◆ Required work
All lines in the material with the string "Annotation" should be listed.

◆ Data for the task
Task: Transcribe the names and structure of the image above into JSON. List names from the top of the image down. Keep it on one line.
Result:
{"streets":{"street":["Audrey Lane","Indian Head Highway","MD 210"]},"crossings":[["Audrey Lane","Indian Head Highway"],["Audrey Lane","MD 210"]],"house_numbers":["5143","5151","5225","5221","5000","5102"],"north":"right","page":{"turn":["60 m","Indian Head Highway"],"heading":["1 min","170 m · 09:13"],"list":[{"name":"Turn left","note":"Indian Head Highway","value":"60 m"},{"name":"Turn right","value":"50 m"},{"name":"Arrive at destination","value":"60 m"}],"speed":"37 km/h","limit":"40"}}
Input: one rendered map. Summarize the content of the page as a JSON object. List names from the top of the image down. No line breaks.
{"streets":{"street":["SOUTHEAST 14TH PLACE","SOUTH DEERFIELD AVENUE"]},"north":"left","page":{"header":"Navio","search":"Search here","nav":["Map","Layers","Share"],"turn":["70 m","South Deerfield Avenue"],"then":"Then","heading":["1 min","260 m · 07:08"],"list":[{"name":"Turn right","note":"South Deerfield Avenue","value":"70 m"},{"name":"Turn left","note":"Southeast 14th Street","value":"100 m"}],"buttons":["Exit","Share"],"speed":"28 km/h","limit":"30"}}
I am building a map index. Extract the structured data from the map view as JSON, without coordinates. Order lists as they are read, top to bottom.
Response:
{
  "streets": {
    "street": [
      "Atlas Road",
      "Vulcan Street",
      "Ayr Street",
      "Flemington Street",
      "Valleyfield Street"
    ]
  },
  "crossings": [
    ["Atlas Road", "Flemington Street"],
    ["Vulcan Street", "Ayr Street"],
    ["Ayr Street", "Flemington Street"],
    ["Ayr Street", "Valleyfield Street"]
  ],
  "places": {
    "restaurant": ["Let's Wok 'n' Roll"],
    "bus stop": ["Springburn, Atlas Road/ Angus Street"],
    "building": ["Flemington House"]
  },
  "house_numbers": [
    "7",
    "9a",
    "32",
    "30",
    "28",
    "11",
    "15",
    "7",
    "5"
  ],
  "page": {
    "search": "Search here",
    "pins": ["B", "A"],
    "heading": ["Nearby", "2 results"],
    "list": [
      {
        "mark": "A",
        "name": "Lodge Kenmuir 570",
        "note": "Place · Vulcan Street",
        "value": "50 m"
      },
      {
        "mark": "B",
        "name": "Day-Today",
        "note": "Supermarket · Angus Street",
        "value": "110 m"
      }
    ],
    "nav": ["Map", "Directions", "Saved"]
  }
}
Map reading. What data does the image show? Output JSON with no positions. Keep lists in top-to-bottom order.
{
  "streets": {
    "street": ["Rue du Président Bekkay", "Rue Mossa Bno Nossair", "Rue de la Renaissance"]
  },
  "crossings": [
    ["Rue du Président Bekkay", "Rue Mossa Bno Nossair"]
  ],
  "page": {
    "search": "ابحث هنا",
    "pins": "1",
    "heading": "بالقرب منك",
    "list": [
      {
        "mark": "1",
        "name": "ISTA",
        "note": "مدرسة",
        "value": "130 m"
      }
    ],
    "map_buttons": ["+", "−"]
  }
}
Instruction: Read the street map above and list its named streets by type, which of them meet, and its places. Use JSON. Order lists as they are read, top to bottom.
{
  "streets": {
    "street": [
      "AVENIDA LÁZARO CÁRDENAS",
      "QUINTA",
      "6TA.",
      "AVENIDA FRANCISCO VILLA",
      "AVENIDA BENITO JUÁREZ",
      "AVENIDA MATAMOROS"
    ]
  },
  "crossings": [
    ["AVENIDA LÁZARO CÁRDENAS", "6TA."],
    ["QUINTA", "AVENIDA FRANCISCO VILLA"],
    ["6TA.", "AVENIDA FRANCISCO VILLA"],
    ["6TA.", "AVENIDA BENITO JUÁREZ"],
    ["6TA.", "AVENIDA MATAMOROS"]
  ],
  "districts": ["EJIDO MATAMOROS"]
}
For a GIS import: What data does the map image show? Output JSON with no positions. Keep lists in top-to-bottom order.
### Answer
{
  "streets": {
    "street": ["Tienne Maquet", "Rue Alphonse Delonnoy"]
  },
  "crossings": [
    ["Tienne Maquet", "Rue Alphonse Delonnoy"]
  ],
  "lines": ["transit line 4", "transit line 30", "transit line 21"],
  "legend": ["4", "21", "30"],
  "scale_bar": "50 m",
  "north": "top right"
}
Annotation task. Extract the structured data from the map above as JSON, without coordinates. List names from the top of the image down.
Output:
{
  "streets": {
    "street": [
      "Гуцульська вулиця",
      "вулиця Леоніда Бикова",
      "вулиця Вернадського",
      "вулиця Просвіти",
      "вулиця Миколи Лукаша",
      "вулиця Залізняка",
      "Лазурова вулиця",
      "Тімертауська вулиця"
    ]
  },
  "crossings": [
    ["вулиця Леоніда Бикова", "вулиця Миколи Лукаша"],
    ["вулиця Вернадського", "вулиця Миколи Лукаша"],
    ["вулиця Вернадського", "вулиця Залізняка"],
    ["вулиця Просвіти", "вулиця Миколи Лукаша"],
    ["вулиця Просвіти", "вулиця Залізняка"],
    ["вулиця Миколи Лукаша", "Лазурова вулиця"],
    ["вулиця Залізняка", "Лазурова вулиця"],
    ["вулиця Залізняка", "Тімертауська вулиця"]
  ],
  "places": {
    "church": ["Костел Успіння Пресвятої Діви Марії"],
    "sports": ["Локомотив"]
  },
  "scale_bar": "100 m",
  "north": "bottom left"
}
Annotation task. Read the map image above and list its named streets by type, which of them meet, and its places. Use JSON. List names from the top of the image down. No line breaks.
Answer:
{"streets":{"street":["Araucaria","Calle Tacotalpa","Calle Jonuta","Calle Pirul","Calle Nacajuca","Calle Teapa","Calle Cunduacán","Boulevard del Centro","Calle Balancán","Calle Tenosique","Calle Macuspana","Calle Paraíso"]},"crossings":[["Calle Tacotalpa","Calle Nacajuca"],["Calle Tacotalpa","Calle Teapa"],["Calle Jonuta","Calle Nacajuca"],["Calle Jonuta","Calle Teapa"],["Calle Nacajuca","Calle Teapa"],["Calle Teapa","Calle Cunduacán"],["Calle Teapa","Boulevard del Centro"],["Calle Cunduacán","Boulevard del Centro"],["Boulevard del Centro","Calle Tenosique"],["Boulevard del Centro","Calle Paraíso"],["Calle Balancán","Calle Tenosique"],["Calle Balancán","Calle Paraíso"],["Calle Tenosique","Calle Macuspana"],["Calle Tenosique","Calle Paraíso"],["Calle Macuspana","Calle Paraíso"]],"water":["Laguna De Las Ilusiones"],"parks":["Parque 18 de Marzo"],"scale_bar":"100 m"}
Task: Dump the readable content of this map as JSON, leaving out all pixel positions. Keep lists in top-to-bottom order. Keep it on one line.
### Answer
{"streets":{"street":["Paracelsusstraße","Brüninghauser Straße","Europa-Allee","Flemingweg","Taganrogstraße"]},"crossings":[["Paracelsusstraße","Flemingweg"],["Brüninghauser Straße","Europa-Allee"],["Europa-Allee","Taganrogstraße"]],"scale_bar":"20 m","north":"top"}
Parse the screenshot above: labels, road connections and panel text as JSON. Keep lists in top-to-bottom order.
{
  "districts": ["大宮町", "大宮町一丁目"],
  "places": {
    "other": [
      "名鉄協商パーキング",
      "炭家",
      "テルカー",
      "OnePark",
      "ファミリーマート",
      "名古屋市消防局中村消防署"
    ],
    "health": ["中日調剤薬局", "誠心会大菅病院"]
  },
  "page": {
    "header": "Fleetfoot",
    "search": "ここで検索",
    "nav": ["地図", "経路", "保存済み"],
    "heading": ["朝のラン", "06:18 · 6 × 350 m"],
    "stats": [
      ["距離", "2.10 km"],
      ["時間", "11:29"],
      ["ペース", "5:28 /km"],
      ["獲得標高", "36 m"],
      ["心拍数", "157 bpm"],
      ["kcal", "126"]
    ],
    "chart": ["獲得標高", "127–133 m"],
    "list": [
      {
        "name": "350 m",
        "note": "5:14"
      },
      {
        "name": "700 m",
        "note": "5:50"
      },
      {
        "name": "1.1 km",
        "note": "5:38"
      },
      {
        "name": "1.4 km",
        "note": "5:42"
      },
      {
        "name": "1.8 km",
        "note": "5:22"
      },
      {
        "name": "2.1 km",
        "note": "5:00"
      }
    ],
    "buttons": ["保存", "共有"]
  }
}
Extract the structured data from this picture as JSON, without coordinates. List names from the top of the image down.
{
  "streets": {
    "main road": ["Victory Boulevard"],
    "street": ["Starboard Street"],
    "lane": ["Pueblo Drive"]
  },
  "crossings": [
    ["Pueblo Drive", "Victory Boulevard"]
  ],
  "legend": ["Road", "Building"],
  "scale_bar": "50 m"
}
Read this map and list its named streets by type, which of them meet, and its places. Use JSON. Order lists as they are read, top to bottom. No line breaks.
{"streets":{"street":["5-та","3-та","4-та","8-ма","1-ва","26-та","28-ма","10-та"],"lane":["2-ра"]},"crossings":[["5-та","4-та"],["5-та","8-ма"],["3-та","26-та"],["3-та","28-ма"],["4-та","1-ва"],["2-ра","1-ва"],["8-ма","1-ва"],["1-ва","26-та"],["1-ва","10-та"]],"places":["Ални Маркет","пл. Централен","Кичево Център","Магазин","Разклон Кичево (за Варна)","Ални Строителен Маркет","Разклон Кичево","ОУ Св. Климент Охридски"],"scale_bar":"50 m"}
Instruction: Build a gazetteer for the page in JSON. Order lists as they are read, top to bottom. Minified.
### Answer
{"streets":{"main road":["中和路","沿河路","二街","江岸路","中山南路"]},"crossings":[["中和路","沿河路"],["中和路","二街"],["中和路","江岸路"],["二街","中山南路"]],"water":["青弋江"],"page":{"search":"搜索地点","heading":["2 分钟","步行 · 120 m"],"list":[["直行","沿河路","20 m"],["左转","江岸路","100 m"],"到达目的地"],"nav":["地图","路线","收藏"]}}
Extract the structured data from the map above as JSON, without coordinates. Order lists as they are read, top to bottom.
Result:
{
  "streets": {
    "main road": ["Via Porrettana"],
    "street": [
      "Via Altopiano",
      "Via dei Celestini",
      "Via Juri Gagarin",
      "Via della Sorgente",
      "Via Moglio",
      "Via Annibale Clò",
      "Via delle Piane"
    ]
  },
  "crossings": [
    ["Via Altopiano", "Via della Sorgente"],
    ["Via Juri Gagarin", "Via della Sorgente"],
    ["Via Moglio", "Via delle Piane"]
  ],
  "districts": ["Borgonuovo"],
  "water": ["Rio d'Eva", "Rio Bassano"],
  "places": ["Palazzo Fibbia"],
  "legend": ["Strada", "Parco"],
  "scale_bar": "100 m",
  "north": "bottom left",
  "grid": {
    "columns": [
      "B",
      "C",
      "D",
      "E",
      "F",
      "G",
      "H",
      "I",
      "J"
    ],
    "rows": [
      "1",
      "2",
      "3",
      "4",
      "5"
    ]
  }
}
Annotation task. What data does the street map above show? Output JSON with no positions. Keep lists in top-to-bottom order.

◆ Solution to the problem
Annotation task. Extract the structured data from the map above as JSON, without coordinates. List names from the top of the image down.
Annotation task. Read the map image above and list its named streets by type, which of them meet, and its places. Use JSON. List names from the top of the image down. No line breaks.
Annotation task. What data does the street map above show? Output JSON with no positions. Keep lists in top-to-bottom order.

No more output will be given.